Hégel n’a cependant pas achevé l’œuvre : il s’est trompé plus d’une fois ; il n’a pas toujours bien ordonné et bien déduit nos concepts. La moindre erreur a ici de graves conséquences, puisqu’il s’agit des idées universelles de la raison. C’est un trait de plume dans le conseil d’un prince : il décide du sort des états.

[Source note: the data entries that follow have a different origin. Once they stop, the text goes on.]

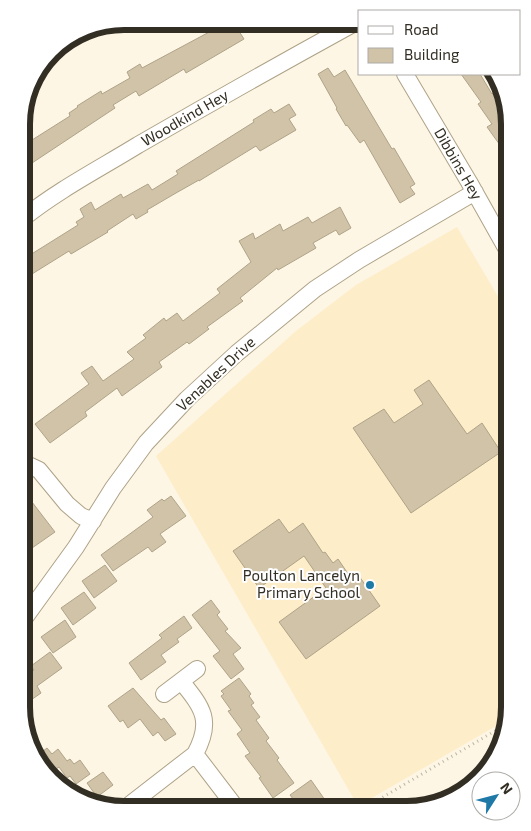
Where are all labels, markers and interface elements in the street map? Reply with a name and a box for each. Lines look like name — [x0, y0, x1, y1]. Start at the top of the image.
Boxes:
legend — [358, 10, 521, 75]
text: Road — [404, 20, 439, 38]
text: Building — [404, 45, 460, 63]
street label: Woodkind Hey — [138, 85, 231, 149]
street label: Dibbins Hey — [431, 124, 487, 203]
street label: Venables Drive — [172, 332, 258, 414]
place label: Poulton Lancelyn Primary School — [243, 566, 361, 601]
marker: Poulton Lancelyn Primary School — [364, 579, 376, 591]
north arrow — [471, 771, 521, 821]
text: N — [497, 779, 517, 797]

La logique de Hégel va révolutionner la pensée ; elle est déjà devenue une arme redoutable de combat et de destruction. Les principes de contradiction et d’identité sont les deux principes de l’ancienne logique. On ne peut contester leur vérité, mais ils ne sont d’usage que dans le domaine de l’expérience et du monde sensible. Le principe de contradiction suppose des termes contradictoires entre lesquels on est forcé de choisir ; il faut accepter l’un, rejeter l’autre. Mais deux termes qui s’excluent sont nécessairement tous deux finis, car aucun ne comprend tout en soi. Le principe de contradiction ne dépasse donc pas le fini. Or, le fini ne se suffit pas à lui-même ; il ne peut se concevoir, et par conséquent s’expliquer que par l’infini. C’est cette science suprême que donne la métaphysique. Le principe de contradiction, ne s’appliquant pas à l’infini, ne peut ici avoir d’usage. Cela est si vrai, qu’il dénature les concepts quand il s’applique à eux. Il les suppose contradictoires, c’est-à-dire absolument incompatibles, et cependant les concepts ne sont que des termes contraires. Loin de s’exclure, ils s’exigent mutuellement. Il est tellement impossible d’isoler un concept, que, lorsqu’on l’essaie, il se transforme aussitôt en ce contraire dont on voulait le séparer. Isolez l’infini du fini, l’infini ne renferme plus alors le fini en soi, le fini demeure hors de lui : l’infini n’est donc pas tout, il devient limité, il devient fini. Isolez le fini de l’infini, le fini peut alors se concevoir par lui-même, il se suffit donc ; mais ce qui se suffit est inconditionnel, absolu : voilà le fini qui devient l’infini.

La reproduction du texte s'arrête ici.